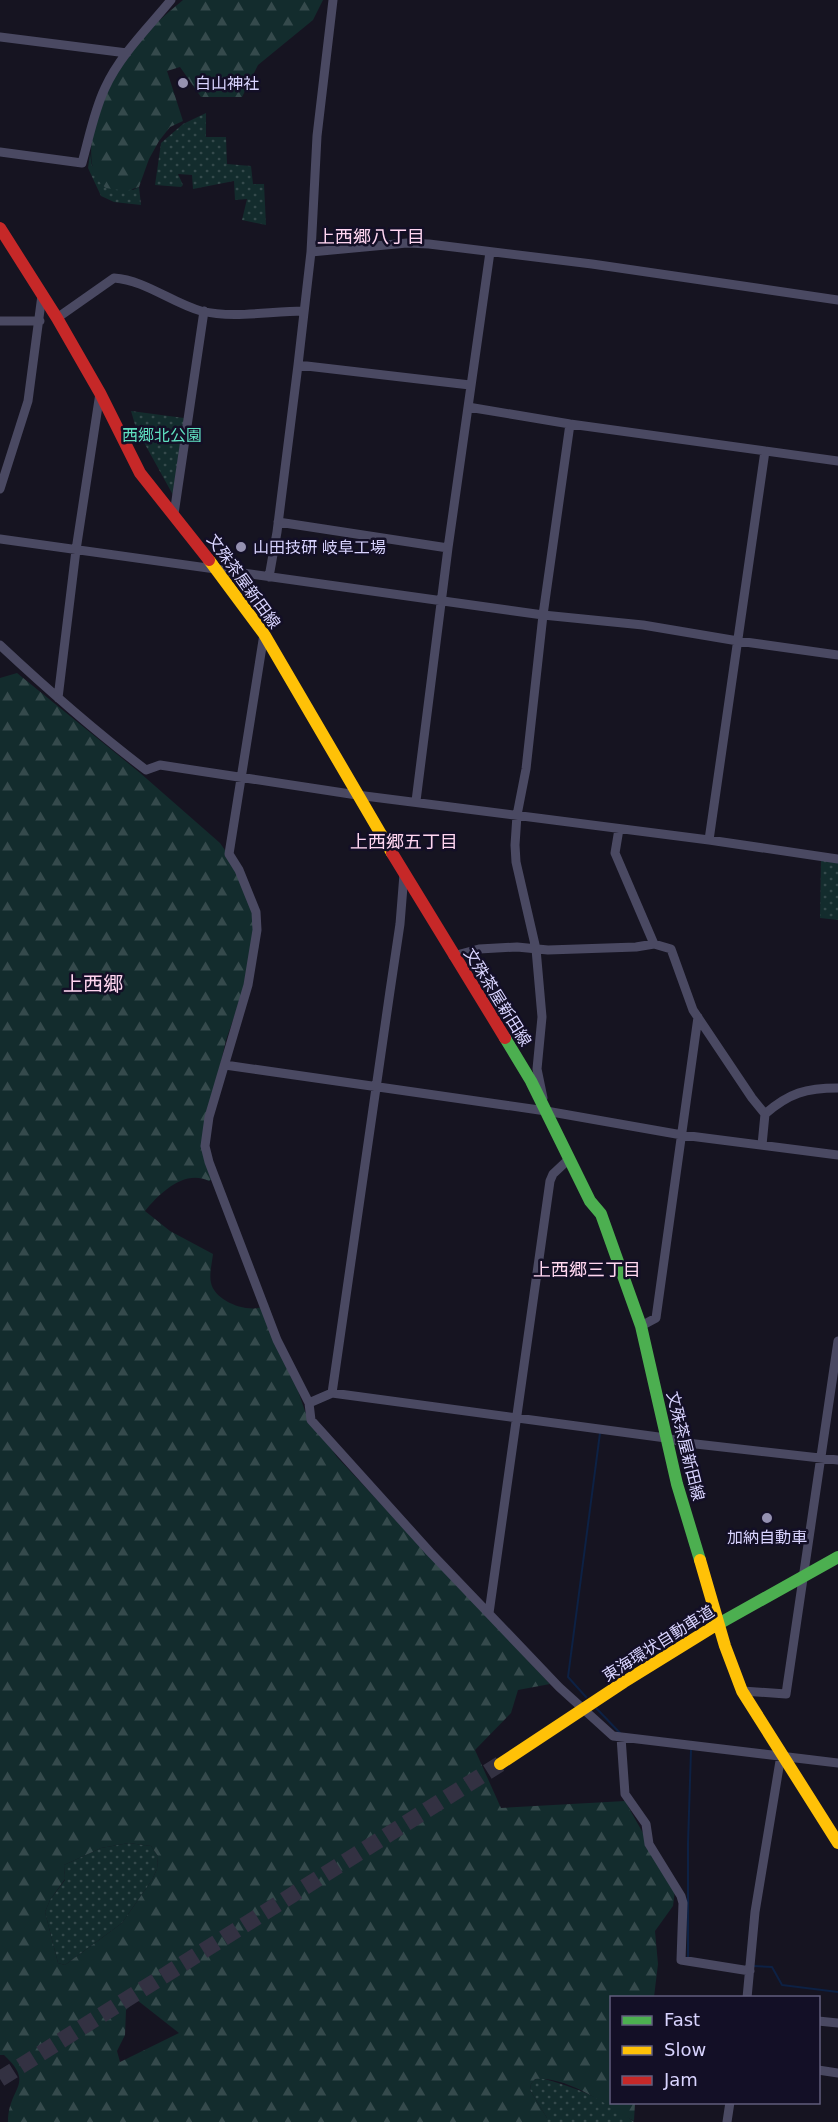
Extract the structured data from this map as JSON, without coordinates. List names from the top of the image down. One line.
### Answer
{"streets":{"main road":["文殊茶屋新田線","東海環状自動車道"]},"districts":["上西郷八丁目","上西郷五丁目","上西郷","上西郷三丁目"],"parks":["西郷北公園"],"places":["白山神社","山田技研 岐阜工場","加納自動車"],"legend":["Fast","Slow","Jam"]}
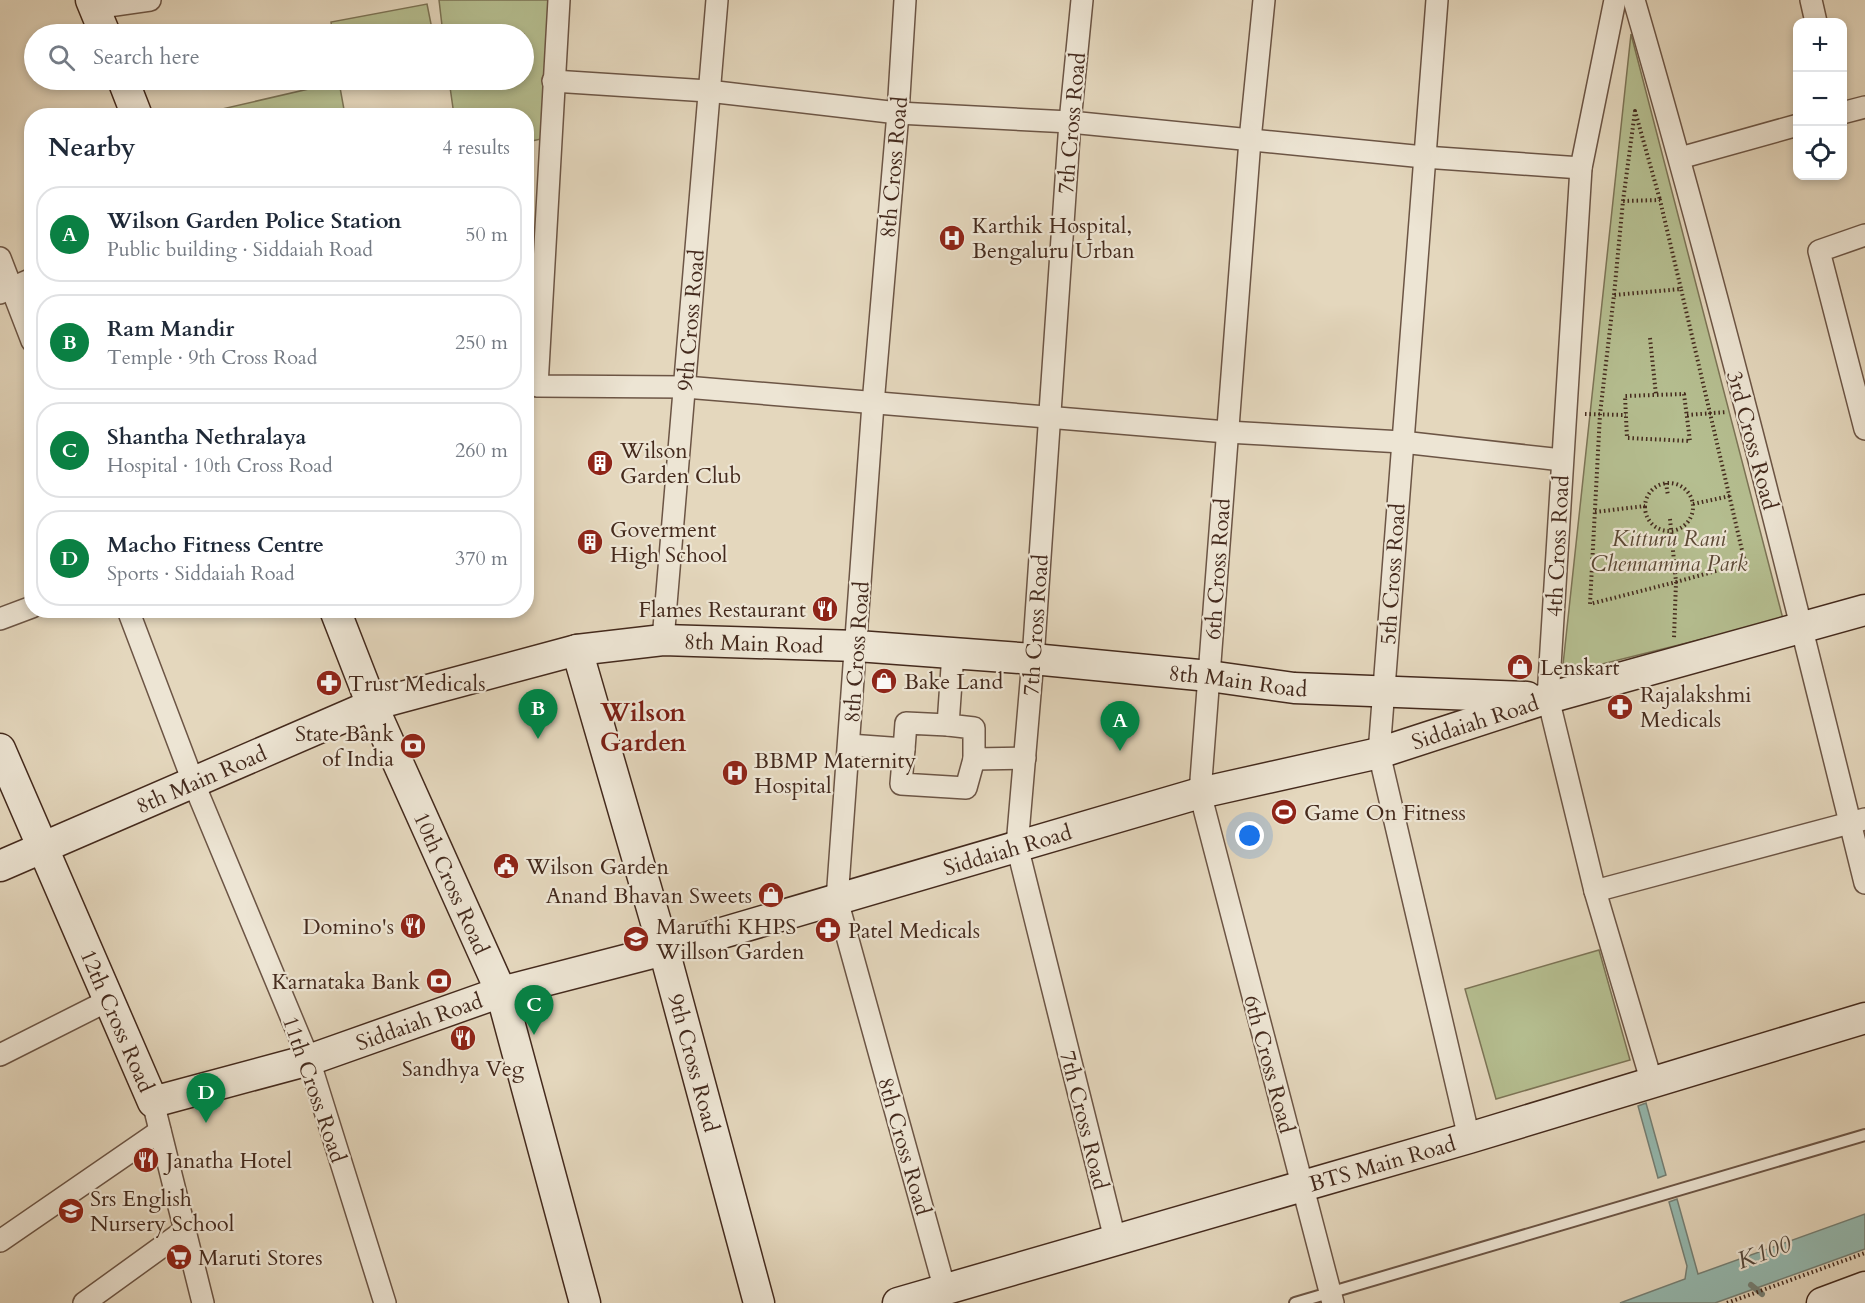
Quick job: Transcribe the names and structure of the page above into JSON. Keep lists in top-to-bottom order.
{
  "streets": {
    "street": [
      "7th Cross Road",
      "8th Cross Road",
      "9th Cross Road",
      "3rd Cross Road",
      "4th Cross Road",
      "6th Cross Road",
      "5th Cross Road",
      "8th Main Road",
      "Siddaiah Road",
      "10th Cross Road",
      "12th Cross Road",
      "11th Cross Road",
      "BTS Main Road"
    ]
  },
  "crossings": [
    ["7th Cross Road", "8th Main Road"],
    ["7th Cross Road", "Siddaiah Road"],
    ["7th Cross Road", "BTS Main Road"],
    ["8th Cross Road", "8th Main Road"],
    ["8th Cross Road", "Siddaiah Road"],
    ["8th Cross Road", "BTS Main Road"],
    ["9th Cross Road", "8th Main Road"],
    ["9th Cross Road", "Siddaiah Road"],
    ["3rd Cross Road", "Siddaiah Road"],
    ["4th Cross Road", "8th Main Road"],
    ["4th Cross Road", "Siddaiah Road"],
    ["4th Cross Road", "BTS Main Road"],
    ["6th Cross Road", "8th Main Road"],
    ["6th Cross Road", "Siddaiah Road"],
    ["6th Cross Road", "BTS Main Road"],
    ["5th Cross Road", "8th Main Road"],
    ["5th Cross Road", "Siddaiah Road"],
    ["5th Cross Road", "BTS Main Road"],
    ["8th Main Road", "Siddaiah Road"],
    ["8th Main Road", "10th Cross Road"],
    ["8th Main Road", "12th Cross Road"],
    ["8th Main Road", "11th Cross Road"],
    ["Siddaiah Road", "10th Cross Road"],
    ["Siddaiah Road", "12th Cross Road"],
    ["Siddaiah Road", "11th Cross Road"]
  ],
  "districts": ["Wilson Garden"],
  "water": ["K100"],
  "parks": ["Kitturu Rani Chennamma Park"],
  "places": {
    "hospital": ["Karthik Hospital, Bengaluru Urban", "BBMP Maternity Hospital"],
    "building": ["Wilson Garden Club", "Goverment High School"],
    "restaurant": [
      "Flames Restaurant",
      "Domino's",
      "Sandhya Veg",
      "Janatha Hotel"
    ],
    "shop": ["Lenskart", "Bake Land", "Anand Bhavan Sweets"],
    "pharmacy": ["Trust Medicals", "Rajalakshmi Medicals", "Patel Medicals"],
    "bank": ["State Bank of India", "Karnataka Bank"],
    "sports": ["Game On Fitness"],
    "public building": ["Wilson Garden"],
    "school or university": ["Maruthi KHPS Willson Garden", "Srs English Nursery School"],
    "supermarket": ["Maruti Stores"]
  },
  "page": {
    "map_buttons": ["+", "−"],
    "search": "Search here",
    "heading": ["Nearby", "4 results"],
    "list": [
      {
        "mark": "A",
        "name": "Wilson Garden Police Station",
        "note": "Public building · Siddaiah Road",
        "value": "50 m"
      },
      {
        "mark": "B",
        "name": "Ram Mandir",
        "note": "Temple · 9th Cross Road",
        "value": "250 m"
      },
      {
        "mark": "C",
        "name": "Shantha Nethralaya",
        "note": "Hospital · 10th Cross Road",
        "value": "260 m"
      },
      {
        "mark": "D",
        "name": "Macho Fitness Centre",
        "note": "Sports · Siddaiah Road",
        "value": "370 m"
      }
    ],
    "pins": [
      "B",
      "A",
      "C",
      "D"
    ]
  }
}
——————
• **WORK TO BE COMPLETED**
Drop every picture and repeat the rest of the entries exactly.

• **OUTPUT FOR THIS EXERCISE**
Extract the structured data from this map as JSON, without coordinates. List names from the top of the image down. One line.
### Answer
{"streets":{"main road":["文殊茶屋新田線","東海環状自動車道"]},"districts":["上西郷八丁目","上西郷五丁目","上西郷","上西郷三丁目"],"parks":["西郷北公園"],"places":["白山神社","山田技研 岐阜工場","加納自動車"],"legend":["Fast","Slow","Jam"]}
Quick job: Transcribe the names and structure of the page above into JSON. Keep lists in top-to-bottom order.
{
  "streets": {
    "street": [
      "7th Cross Road",
      "8th Cross Road",
      "9th Cross Road",
      "3rd Cross Road",
      "4th Cross Road",
      "6th Cross Road",
      "5th Cross Road",
      "8th Main Road",
      "Siddaiah Road",
      "10th Cross Road",
      "12th Cross Road",
      "11th Cross Road",
      "BTS Main Road"
    ]
  },
  "crossings": [
    ["7th Cross Road", "8th Main Road"],
    ["7th Cross Road", "Siddaiah Road"],
    ["7th Cross Road", "BTS Main Road"],
    ["8th Cross Road", "8th Main Road"],
    ["8th Cross Road", "Siddaiah Road"],
    ["8th Cross Road", "BTS Main Road"],
    ["9th Cross Road", "8th Main Road"],
    ["9th Cross Road", "Siddaiah Road"],
    ["3rd Cross Road", "Siddaiah Road"],
    ["4th Cross Road", "8th Main Road"],
    ["4th Cross Road", "Siddaiah Road"],
    ["4th Cross Road", "BTS Main Road"],
    ["6th Cross Road", "8th Main Road"],
    ["6th Cross Road", "Siddaiah Road"],
    ["6th Cross Road", "BTS Main Road"],
    ["5th Cross Road", "8th Main Road"],
    ["5th Cross Road", "Siddaiah Road"],
    ["5th Cross Road", "BTS Main Road"],
    ["8th Main Road", "Siddaiah Road"],
    ["8th Main Road", "10th Cross Road"],
    ["8th Main Road", "12th Cross Road"],
    ["8th Main Road", "11th Cross Road"],
    ["Siddaiah Road", "10th Cross Road"],
    ["Siddaiah Road", "12th Cross Road"],
    ["Siddaiah Road", "11th Cross Road"]
  ],
  "districts": ["Wilson Garden"],
  "water": ["K100"],
  "parks": ["Kitturu Rani Chennamma Park"],
  "places": {
    "hospital": ["Karthik Hospital, Bengaluru Urban", "BBMP Maternity Hospital"],
    "building": ["Wilson Garden Club", "Goverment High School"],
    "restaurant": [
      "Flames Restaurant",
      "Domino's",
      "Sandhya Veg",
      "Janatha Hotel"
    ],
    "shop": ["Lenskart", "Bake Land", "Anand Bhavan Sweets"],
    "pharmacy": ["Trust Medicals", "Rajalakshmi Medicals", "Patel Medicals"],
    "bank": ["State Bank of India", "Karnataka Bank"],
    "sports": ["Game On Fitness"],
    "public building": ["Wilson Garden"],
    "school or university": ["Maruthi KHPS Willson Garden", "Srs English Nursery School"],
    "supermarket": ["Maruti Stores"]
  },
  "page": {
    "map_buttons": ["+", "−"],
    "search": "Search here",
    "heading": ["Nearby", "4 results"],
    "list": [
      {
        "mark": "A",
        "name": "Wilson Garden Police Station",
        "note": "Public building · Siddaiah Road",
        "value": "50 m"
      },
      {
        "mark": "B",
        "name": "Ram Mandir",
        "note": "Temple · 9th Cross Road",
        "value": "250 m"
      },
      {
        "mark": "C",
        "name": "Shantha Nethralaya",
        "note": "Hospital · 10th Cross Road",
        "value": "260 m"
      },
      {
        "mark": "D",
        "name": "Macho Fitness Centre",
        "note": "Sports · Siddaiah Road",
        "value": "370 m"
      }
    ],
    "pins": [
      "B",
      "A",
      "C",
      "D"
    ]
  }
}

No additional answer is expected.